Snow Canyon, Utah, 21 September 2017

There was nothing to this landscape
But corrugated beauty, the heaps of black
Basalt sprawled under the sheer, fractured
Ochre, white, and buff sandstone cliffs.
Therefore, although hunters had passed
Freely for millennia and Latter Day settlers
Had run cattle through the scrub, no one
Sedentary had ever made farms or factories.
In an overcrowded world it began to serve
A purpose for tourists and local visitors.
Even on a weekday during the school year,
In the canyons where no one actually lived,
Lines of brightly clothed cyclists and duller
Trail walkers in shorts and dun sun hats
Snaked out from trailheads clustered
With parked RVs, pick-up trucks, and cars.
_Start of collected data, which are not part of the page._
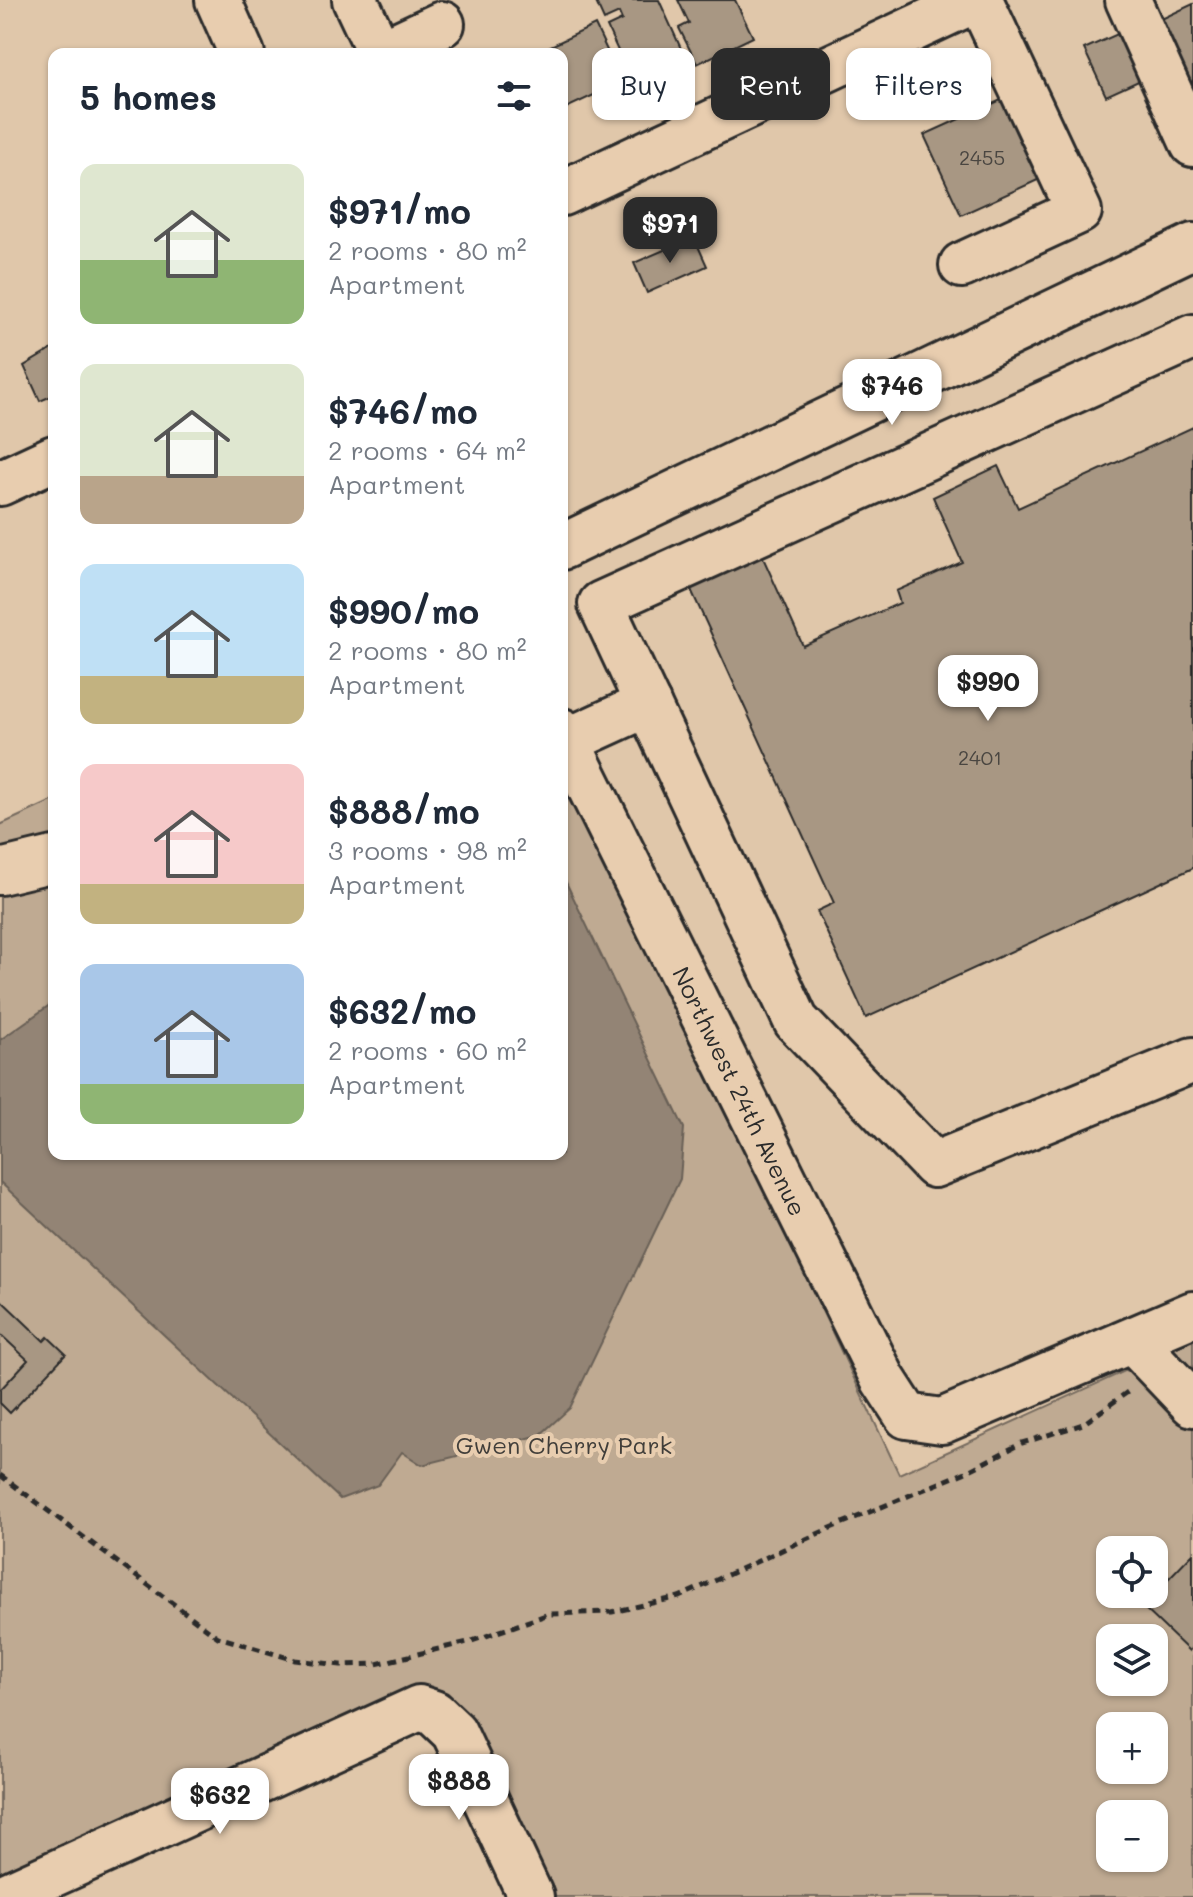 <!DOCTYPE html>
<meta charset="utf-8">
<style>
:root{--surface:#fff;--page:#f6f6f7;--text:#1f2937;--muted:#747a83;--accent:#2b2b2b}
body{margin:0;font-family:Mali,sans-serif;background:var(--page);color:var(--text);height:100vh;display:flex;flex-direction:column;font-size:30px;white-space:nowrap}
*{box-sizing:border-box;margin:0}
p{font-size:26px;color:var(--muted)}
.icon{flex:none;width:44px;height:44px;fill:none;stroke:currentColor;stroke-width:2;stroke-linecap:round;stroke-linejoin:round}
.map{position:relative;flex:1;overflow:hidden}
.sheet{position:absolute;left:48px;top:48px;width:520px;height:1112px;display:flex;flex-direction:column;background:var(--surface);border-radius:16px;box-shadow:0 2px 6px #0004}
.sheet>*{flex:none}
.hud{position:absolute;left:592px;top:48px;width:480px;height:72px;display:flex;gap:16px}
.controls{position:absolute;left:1096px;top:1536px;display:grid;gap:16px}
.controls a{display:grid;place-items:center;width:72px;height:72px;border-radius:16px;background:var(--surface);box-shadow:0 2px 6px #0004;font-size:40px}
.price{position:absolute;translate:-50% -68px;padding:0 18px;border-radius:16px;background:#fff;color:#222;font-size:26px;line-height:52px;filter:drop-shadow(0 2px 4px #0008)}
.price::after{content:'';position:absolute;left:50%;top:48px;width:24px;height:18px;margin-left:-12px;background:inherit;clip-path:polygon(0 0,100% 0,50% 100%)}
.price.current{background:var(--accent);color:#fff}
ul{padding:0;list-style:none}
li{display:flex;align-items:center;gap:24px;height:200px;padding:0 32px}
li span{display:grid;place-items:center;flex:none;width:224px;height:160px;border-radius:16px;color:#555}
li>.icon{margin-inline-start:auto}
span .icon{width:96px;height:96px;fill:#fffc;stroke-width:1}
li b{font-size:34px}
h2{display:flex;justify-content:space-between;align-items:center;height:96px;padding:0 32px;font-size:34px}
.chip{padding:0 28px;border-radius:16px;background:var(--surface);box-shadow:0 2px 6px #0004;font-size:28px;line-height:72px}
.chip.current{background:var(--accent);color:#fff}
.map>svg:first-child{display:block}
</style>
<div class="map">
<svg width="1193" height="1897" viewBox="0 0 1193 1897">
<rect width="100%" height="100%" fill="#e0c7aa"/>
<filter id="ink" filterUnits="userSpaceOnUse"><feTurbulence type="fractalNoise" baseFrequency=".0125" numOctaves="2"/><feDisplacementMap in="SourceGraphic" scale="16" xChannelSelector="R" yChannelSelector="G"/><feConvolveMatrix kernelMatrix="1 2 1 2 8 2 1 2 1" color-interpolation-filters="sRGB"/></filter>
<g filter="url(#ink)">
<path fill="#bfaa92" stroke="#756a5e" stroke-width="2" fill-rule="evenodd" d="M562,759L899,1474L1193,1340V1897H512L420,1699L0,1895V825L54,800V1154H562ZM1110,1550H1154V1594H1110ZM1110,1638H1154V1682H1110ZM1110,1726H1154V1770H1110ZM1110,1814H1154V1858H1110Z"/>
<path fill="#938474" stroke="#696057" stroke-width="2" d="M562,874L684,1128L680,1179L570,1408L540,1435L422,1465L402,1452L378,1485L340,1499L0,1182V1040L54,1002V1154H562Z"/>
<g fill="#a89783" stroke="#2b2b2b" stroke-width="2">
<path d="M595,0H659L683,53L630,77L607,27L622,20L619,13L604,20Z"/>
<path d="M678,0H735L753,37L697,64L679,28L689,23Z"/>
<path d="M1193,4V104L1155,22Z"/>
<path d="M595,25L622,82L562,110V54L536,53Z"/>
<path d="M1122,32L1143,79L1106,96L1084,49Z"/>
<path d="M1003,99L1040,179L961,215L924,135Z"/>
<path d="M694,237L707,266L647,293L634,263Z"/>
<path d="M54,348V395L40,401L24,366Z"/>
<path d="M1193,427V868L866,1018L817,911L834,903L688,583L760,551L803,646L900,603L896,591L962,562L933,497L998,466L1018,508Z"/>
<path d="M0,1299L44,1341L48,1337L66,1354L10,1413L0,1403V1390L28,1360L0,1334Z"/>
<path d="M1193,1553V1646L1189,1651L1142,1606Z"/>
</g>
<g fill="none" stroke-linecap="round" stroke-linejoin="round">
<defs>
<g id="minor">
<path d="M218,0L242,54"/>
<path d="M355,0L380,53L377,54"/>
<path d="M1128,0L1193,144"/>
<path d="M380,53L442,24"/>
<path d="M562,193L975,0"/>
<path d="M962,265L1079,211L980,0"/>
<path d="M1193,337L601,604L796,1021L934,1165L1193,1060"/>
<path d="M0,483L54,458"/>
<path d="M562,547L1193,246"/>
<path d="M562,731L883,1379L907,1416L942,1421L1193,1314"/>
<path d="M567,741L648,704"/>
<path d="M0,872L54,859"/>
<path d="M1133,1341L1193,1404"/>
<path d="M3,1897L419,1708L434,1713L454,1732L531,1897"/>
</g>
</defs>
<use href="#minor" stroke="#2b2b2b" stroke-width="50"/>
<path stroke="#2b2b2b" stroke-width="5" stroke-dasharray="8 6" stroke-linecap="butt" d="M0,1475L218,1637L295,1660L341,1665L376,1664L472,1641L549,1614L612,1612L679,1597L826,1530L966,1472L1022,1443L1083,1424L1129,1391"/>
<use href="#minor" stroke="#e8cdaf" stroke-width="44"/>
</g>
</g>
<g text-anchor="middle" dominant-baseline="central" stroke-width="8" stroke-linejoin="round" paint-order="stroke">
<g font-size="20" fill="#4a4641">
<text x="982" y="157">2455</text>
<text x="980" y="757">2401</text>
</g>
<g font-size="24" fill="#2b2b2b" stroke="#e8cdaf">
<text transform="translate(740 1091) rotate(64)">Northwest 24th Avenue</text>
</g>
<g font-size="24" fill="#413e3a" stroke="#e8cdaf">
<text x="564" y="1444">Gwen Cherry Park</text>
</g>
</g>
</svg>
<div class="controls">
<a><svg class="icon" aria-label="locate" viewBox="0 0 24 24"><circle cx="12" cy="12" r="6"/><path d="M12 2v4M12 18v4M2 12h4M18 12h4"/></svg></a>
<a><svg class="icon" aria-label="layers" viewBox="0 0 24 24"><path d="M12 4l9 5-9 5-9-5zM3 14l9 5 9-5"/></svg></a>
<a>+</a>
<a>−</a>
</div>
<b class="price current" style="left:670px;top:265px">$971</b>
<b class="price" style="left:892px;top:427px">$746</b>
<b class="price" style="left:988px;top:723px">$990</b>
<b class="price" style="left:459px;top:1822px">$888</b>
<b class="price" style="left:220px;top:1836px">$632</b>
<div class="hud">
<a class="chip">Buy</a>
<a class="chip current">Rent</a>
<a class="chip">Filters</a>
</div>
<section class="sheet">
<h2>5 homes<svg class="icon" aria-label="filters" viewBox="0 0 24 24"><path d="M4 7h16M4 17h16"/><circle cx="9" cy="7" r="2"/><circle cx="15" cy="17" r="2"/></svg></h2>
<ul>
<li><span style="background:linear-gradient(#dfe7d0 60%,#8fb573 0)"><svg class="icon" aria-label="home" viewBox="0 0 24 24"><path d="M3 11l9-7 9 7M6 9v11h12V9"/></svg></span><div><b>$971/mo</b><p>2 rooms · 80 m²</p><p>Apartment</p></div></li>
<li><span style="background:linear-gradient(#dfe7d0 70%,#b9a48a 0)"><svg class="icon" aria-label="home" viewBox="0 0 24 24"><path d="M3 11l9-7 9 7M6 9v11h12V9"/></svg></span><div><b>$746/mo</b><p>2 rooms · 64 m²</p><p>Apartment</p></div></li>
<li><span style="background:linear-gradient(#bfe0f5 70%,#c2b280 0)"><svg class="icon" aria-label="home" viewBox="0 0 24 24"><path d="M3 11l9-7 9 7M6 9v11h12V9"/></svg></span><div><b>$990/mo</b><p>2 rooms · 80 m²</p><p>Apartment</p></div></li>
<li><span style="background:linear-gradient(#f6c9c9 75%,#c2b280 0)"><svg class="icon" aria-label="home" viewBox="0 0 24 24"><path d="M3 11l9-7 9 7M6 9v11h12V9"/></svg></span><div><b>$888/mo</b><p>3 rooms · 98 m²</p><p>Apartment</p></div></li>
<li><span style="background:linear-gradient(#a9c7e8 75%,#8fb573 0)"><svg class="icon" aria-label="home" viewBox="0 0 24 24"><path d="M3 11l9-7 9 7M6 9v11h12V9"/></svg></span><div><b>$632/mo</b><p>2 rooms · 60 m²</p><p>Apartment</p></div></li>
</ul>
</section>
</div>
I wanted to know, as escapist and common
As the rest of them, seated at a picnic table
In one old juniper's speckled egg of shade,
Why beauty was for visiting, why beauty
Was beauty at all, why I would rather drive
Here than remain in a bustling town, why
Even here, I would rather drive all the rest
Of my mostly affable, chatty conspecifics
Out of sight and earshot to keep this for me.
I could not see the use of any of it to me,
But when a woman walked back to her family
Disappointed she had not spotted the rare
Desert tortoise on her hike, I tilted my ears
A moment to listen, just in case there was
Information in her words. What do we want,
What magic, always just past the edge
Of what's easiest for us and never enough?